‘Gareebi hatao’, ‘India’s time has come’, ‘India Shining’, ‘Mai nahi, hum’—come poll season, spin doctors march up, coining catchy phrases and rhymes they hope will grab more votes for their clients. The real draw is the money parties throw at these campaign professionals. As an ad executive who worked on the BJP’s ‘India Shining’ campaign puts it, “We are mavericks, soldiers of fortune. Spin-doctoring is about creating an image, and that’s what we’re good at. The money doesn’t hurt the agency either.”
True, too true. But as we’ll see in election 2014, someone always loses—and there’s no proof that a successful campaign translates into victory, though the reverse has come true pretty much every time. Silent Sonia Gandhi beat ‘India Shining’, the BJP’s 2004 campaign, perhaps India’s most vociferous.
Top executives who have worked on campaigns for political parties say these assignments aren’t just demanding, they’re mind-numbing, for politicians are rarely open to suggestions. “They have their own take on what voters think. At times, we show data that contradicts their view—but they don’t agree,” says Prasoon Parijat, who worked on the BJP’s online campaign in 2004 and still works on political campaigns. If a party loses an election, the spin doctor, alas, “is just abandoned”, he says.
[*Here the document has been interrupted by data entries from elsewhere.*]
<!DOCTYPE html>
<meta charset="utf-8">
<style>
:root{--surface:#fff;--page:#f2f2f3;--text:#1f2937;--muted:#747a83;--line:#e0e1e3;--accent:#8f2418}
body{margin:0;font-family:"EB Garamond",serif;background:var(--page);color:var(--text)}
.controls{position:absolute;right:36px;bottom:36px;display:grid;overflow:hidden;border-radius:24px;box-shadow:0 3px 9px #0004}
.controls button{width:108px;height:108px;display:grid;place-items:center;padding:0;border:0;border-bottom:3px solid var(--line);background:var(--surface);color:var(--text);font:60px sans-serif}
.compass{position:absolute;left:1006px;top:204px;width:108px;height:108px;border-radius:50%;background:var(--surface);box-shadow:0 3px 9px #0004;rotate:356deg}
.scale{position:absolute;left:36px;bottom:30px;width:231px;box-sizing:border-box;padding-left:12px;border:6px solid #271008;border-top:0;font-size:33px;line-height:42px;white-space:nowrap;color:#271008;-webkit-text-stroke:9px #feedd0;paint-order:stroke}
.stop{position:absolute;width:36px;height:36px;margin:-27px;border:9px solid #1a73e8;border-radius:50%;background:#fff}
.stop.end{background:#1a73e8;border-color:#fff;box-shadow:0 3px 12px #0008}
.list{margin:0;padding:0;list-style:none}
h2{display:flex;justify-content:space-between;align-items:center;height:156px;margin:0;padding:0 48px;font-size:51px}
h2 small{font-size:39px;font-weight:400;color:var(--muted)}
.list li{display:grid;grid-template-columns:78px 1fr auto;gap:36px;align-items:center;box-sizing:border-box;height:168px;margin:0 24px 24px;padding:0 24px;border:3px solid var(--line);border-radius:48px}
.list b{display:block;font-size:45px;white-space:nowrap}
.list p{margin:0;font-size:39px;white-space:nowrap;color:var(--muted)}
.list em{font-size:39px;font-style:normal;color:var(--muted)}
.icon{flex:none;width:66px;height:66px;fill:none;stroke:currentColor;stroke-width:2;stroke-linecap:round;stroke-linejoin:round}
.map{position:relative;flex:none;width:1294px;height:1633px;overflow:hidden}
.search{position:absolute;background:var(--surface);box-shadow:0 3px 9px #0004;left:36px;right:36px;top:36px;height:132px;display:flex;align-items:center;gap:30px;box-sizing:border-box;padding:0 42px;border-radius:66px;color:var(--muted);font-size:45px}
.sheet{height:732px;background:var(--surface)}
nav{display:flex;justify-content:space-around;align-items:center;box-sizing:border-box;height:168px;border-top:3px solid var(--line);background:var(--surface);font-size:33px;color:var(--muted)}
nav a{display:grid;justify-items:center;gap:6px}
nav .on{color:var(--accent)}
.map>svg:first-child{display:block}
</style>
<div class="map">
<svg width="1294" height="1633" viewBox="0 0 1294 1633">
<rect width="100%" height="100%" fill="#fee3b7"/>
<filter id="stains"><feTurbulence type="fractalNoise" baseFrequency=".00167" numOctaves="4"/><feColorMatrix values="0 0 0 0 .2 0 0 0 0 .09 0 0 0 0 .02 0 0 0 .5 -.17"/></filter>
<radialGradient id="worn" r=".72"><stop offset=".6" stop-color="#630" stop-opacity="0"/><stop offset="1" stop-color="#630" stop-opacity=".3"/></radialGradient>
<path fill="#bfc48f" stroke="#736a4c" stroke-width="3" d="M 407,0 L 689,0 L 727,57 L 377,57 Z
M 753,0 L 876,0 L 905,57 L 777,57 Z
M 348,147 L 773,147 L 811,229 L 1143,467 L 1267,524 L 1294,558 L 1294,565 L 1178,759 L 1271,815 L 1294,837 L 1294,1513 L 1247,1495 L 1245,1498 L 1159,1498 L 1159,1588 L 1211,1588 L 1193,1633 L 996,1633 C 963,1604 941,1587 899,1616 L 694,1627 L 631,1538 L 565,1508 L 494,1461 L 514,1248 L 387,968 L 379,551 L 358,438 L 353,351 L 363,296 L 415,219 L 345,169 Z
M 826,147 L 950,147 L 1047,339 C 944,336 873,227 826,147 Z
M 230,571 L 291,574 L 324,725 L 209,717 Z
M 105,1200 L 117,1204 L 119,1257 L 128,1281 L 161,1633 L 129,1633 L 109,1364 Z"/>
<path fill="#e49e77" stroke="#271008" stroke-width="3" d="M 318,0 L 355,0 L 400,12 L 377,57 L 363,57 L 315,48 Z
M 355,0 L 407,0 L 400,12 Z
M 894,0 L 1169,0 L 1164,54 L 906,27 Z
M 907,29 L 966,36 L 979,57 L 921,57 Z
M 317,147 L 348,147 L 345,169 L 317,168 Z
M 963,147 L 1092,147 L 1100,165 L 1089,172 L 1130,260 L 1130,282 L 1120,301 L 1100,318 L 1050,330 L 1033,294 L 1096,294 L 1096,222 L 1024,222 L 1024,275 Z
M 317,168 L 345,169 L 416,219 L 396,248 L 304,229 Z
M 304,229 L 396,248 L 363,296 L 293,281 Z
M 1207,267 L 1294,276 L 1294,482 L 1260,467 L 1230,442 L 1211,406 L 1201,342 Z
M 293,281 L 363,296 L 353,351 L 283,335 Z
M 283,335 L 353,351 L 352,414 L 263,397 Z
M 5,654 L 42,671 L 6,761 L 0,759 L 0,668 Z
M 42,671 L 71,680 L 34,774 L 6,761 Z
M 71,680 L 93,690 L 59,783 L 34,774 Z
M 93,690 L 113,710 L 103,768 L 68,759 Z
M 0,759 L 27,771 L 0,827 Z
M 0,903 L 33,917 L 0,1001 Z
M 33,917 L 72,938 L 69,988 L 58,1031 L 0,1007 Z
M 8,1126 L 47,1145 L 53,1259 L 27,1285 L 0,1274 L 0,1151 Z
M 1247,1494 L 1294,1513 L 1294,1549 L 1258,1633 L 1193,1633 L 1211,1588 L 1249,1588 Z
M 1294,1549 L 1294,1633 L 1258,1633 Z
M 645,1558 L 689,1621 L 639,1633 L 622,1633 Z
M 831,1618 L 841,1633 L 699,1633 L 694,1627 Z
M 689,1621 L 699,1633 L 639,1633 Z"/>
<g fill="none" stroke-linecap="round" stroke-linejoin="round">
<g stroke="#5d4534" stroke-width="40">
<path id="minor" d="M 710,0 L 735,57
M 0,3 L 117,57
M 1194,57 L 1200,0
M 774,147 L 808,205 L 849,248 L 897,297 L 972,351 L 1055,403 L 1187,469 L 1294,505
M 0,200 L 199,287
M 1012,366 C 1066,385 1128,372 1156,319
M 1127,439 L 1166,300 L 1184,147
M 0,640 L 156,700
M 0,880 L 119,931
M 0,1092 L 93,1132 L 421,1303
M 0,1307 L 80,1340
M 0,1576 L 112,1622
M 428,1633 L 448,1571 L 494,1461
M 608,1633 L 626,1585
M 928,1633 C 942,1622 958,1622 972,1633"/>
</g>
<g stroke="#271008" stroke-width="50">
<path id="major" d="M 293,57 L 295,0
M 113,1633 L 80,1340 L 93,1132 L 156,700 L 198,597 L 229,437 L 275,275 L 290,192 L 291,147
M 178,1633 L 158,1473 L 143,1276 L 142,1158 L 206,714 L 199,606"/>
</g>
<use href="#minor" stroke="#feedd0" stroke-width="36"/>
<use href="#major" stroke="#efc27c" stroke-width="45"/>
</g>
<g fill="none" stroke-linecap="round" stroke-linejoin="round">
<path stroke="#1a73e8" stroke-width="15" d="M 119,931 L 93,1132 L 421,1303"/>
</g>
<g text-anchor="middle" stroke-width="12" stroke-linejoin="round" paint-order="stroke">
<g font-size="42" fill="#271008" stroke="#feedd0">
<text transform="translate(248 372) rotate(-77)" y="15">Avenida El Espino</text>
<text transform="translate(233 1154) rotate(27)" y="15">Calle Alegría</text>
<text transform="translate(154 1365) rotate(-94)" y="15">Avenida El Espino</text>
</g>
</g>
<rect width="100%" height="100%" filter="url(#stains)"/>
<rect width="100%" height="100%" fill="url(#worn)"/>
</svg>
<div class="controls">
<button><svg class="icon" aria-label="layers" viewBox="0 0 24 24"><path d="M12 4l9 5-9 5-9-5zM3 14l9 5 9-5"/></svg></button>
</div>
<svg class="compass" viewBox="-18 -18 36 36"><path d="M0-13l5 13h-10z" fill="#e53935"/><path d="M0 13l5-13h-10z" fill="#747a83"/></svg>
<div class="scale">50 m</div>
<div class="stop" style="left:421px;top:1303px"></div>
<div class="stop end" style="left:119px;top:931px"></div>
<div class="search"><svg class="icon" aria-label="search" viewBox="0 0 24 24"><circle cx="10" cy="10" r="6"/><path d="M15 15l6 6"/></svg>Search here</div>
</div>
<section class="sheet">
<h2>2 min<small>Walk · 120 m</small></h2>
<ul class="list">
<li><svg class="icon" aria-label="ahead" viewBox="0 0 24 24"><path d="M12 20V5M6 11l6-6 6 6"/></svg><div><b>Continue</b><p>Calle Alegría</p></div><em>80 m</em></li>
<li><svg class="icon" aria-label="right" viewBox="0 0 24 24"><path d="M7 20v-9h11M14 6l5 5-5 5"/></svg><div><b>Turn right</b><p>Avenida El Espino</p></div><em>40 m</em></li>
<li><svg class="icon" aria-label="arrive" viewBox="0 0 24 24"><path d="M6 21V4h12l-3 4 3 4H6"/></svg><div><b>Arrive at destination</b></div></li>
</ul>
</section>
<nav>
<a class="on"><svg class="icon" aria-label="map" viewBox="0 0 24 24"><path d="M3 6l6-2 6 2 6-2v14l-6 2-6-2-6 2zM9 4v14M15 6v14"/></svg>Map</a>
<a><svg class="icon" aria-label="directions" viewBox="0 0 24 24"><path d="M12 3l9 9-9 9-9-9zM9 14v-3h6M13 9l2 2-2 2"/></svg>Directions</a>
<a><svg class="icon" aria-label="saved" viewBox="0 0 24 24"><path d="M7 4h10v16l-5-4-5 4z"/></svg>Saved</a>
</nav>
What’s worse, as another executive who worked on political campaigns in 2004 and 2009 says, failure falls like a tonne of bricks on the executive; the agency always gets a second chance. “I had a lot of people yell at me. I got bad mail, even threats,” says this former honcho, no longer in the ad business. He doesn’t even know who was threatening him. “It could have been the party that lost, or it could have been the winner,” he muses. The party this man wrote campaigns for lost, but his slogans went viral anyway. “The campaign was a hit, and both sides ended up feeling upset. That’s what I think happened.”
A third executive says that the excitement of counting “two-rupee and five-rupee notes in secrecy” passes pretty quickly. After that, the hard task begins: making a party present itself honestly, accurately and in a way that would make voters pick them. “Unfortunately, that’s just the thing a party doesn’t want,” he says. In the end, the client never won, and, sure enough, they were “upset”. “I was hurt—for me, it was just another job after all.”